WHAT YOU WILL DO>
Copy each line below in which the word "absolute" occurs.

RECORDED INFORMATION>
--
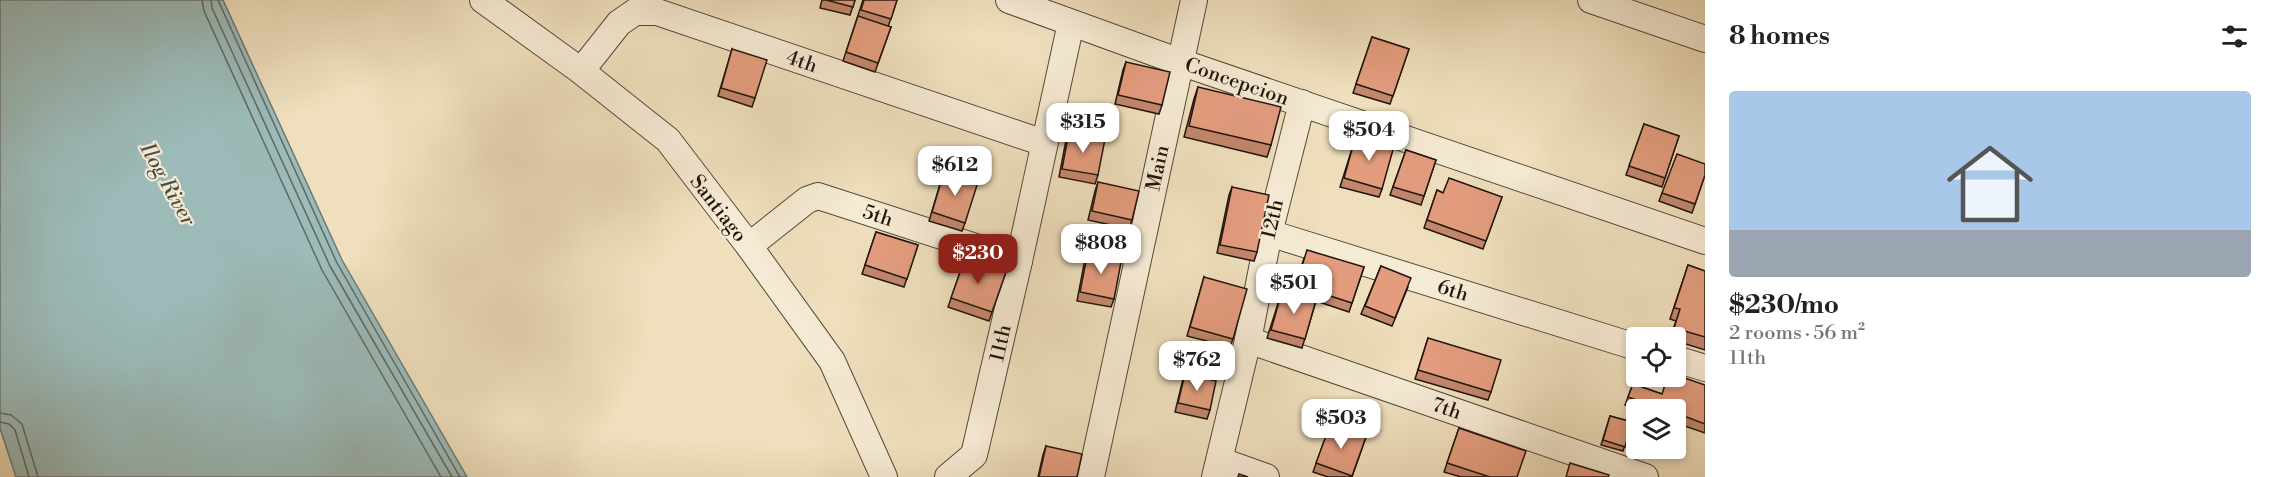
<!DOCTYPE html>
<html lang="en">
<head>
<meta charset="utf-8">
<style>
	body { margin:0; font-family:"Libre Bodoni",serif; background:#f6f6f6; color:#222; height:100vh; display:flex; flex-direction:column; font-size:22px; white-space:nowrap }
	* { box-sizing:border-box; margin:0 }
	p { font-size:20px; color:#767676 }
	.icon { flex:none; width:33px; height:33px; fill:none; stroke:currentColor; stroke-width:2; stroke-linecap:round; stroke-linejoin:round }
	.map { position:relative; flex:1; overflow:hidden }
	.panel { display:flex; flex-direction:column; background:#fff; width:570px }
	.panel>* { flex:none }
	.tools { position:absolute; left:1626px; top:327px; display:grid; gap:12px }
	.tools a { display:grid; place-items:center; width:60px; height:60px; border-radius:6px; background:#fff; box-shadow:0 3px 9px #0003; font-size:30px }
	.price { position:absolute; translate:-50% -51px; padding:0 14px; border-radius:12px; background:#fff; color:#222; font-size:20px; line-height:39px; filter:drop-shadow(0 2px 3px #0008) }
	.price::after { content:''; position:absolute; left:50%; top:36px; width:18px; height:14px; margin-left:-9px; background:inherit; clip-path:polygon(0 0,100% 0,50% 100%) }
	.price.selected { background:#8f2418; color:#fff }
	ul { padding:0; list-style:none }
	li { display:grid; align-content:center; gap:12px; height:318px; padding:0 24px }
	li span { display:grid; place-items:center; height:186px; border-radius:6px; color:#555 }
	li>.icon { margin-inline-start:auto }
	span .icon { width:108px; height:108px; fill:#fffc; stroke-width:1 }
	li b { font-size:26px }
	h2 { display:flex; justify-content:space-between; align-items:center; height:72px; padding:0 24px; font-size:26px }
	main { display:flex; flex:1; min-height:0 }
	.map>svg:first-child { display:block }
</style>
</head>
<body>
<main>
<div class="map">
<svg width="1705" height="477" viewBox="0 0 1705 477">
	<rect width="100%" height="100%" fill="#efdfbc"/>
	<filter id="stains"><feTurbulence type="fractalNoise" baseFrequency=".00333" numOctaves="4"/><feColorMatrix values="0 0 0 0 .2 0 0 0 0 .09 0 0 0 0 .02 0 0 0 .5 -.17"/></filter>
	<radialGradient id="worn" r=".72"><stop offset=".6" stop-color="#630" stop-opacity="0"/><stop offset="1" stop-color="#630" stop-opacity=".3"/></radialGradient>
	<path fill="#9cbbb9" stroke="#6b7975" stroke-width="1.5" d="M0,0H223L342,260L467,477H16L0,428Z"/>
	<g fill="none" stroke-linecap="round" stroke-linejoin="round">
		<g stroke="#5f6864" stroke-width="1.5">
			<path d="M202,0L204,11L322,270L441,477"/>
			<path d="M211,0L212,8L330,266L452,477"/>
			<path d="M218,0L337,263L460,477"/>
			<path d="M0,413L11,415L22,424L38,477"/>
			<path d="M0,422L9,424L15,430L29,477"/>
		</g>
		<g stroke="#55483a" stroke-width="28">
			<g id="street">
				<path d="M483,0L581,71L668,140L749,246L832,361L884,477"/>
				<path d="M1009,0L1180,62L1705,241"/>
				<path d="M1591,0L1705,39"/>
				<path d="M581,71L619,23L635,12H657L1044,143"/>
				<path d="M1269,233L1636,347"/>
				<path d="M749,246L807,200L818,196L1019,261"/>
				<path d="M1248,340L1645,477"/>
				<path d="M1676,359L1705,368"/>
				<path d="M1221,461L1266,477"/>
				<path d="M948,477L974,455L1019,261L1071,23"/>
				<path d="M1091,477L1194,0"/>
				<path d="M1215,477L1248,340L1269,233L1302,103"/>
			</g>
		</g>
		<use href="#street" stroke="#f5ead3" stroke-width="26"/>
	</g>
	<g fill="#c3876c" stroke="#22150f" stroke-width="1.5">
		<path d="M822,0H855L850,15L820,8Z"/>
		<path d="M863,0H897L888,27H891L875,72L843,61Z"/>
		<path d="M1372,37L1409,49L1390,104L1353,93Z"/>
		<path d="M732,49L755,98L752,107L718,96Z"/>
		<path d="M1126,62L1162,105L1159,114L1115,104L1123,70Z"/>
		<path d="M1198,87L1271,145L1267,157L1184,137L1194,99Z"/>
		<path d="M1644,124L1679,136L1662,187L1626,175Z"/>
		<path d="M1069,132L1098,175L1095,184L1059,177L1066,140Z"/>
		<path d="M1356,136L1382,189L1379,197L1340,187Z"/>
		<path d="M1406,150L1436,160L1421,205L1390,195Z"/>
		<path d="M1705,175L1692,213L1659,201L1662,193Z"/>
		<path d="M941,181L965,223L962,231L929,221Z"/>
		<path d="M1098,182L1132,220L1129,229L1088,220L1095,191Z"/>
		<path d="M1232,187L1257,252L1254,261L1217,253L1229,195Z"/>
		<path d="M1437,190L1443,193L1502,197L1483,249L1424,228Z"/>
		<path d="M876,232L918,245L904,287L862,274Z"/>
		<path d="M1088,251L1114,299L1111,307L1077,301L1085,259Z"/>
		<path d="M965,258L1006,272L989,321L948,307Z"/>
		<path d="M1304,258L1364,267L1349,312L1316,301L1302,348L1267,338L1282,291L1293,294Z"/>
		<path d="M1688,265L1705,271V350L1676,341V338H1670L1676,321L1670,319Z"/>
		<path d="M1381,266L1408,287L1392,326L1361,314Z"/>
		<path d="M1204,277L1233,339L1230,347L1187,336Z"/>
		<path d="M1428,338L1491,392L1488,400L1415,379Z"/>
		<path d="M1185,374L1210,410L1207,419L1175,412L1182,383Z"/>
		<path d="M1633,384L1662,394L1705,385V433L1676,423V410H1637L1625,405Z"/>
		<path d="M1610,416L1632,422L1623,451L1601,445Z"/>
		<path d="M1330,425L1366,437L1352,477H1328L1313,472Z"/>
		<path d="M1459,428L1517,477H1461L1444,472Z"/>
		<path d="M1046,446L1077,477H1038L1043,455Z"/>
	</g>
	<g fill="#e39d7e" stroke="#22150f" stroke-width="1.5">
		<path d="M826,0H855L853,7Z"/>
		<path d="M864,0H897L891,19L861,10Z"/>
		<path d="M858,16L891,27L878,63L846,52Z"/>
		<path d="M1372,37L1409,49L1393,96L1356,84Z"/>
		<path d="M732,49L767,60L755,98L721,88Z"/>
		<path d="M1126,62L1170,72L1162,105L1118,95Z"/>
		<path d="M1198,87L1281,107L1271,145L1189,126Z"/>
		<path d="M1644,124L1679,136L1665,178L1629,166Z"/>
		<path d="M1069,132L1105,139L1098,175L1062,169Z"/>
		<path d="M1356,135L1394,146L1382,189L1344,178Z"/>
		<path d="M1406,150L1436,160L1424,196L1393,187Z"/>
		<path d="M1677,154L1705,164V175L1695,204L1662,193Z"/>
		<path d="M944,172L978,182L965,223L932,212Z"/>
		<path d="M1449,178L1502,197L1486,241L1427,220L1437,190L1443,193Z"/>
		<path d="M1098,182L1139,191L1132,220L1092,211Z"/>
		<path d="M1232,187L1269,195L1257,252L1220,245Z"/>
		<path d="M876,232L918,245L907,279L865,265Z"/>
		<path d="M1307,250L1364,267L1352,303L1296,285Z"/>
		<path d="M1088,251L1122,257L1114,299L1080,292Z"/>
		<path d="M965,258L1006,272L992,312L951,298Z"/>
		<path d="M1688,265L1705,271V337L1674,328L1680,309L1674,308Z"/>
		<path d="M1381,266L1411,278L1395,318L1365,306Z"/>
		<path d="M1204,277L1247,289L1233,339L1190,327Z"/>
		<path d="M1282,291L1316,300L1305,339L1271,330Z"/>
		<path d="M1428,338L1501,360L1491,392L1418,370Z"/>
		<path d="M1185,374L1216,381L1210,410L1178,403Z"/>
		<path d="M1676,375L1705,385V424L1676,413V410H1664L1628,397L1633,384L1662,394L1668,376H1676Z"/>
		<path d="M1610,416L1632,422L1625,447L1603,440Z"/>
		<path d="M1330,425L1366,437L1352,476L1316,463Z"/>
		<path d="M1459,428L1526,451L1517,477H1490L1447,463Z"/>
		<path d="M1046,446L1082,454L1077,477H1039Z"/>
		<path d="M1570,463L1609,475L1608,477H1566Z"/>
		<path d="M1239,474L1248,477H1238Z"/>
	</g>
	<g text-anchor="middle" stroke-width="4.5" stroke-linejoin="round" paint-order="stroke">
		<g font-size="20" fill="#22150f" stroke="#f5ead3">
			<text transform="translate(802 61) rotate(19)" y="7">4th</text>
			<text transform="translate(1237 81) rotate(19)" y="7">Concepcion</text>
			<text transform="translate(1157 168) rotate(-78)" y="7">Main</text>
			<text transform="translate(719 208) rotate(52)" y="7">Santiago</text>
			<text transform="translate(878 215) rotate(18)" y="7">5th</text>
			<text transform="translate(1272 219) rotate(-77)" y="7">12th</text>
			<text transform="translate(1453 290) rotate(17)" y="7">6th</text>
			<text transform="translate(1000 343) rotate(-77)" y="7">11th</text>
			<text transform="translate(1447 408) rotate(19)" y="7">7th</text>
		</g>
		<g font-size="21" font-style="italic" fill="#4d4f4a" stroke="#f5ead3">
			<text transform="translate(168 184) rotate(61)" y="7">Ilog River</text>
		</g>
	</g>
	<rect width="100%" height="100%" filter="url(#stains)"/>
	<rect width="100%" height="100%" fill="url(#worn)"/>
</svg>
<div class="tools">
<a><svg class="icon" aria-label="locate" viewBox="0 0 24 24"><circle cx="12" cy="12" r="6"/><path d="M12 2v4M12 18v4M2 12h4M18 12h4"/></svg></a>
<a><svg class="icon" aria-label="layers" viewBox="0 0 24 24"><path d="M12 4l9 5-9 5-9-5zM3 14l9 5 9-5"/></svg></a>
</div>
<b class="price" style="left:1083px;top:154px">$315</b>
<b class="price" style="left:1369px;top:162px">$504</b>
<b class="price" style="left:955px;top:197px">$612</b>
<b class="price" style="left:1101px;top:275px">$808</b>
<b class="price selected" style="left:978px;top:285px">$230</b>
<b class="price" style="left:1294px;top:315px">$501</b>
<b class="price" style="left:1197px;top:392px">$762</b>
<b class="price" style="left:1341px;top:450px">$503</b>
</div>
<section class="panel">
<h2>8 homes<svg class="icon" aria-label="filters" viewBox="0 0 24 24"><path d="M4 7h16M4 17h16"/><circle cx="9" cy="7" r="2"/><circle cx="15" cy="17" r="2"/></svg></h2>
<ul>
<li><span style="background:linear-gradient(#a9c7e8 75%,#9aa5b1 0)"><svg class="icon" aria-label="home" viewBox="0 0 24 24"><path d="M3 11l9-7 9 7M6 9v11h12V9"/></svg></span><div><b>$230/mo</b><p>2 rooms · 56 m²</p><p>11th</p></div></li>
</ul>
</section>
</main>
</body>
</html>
--
EXPECTED ANSWER>
	.tools { position:absolute; left:1626px; top:327px; display:grid; gap:12px }
	.price { position:absolute; translate:-50% -51px; padding:0 14px; border-radius:12px; background:#fff; color:#222; font-size:20px; line-height:39px; filter:drop-shadow(0 2px 3px #0008) }
	.price::after { content:''; position:absolute; left:50%; top:36px; width:18px; height:14px; margin-left:-9px; background:inherit; clip-path:polygon(0 0,100% 0,50% 100%) }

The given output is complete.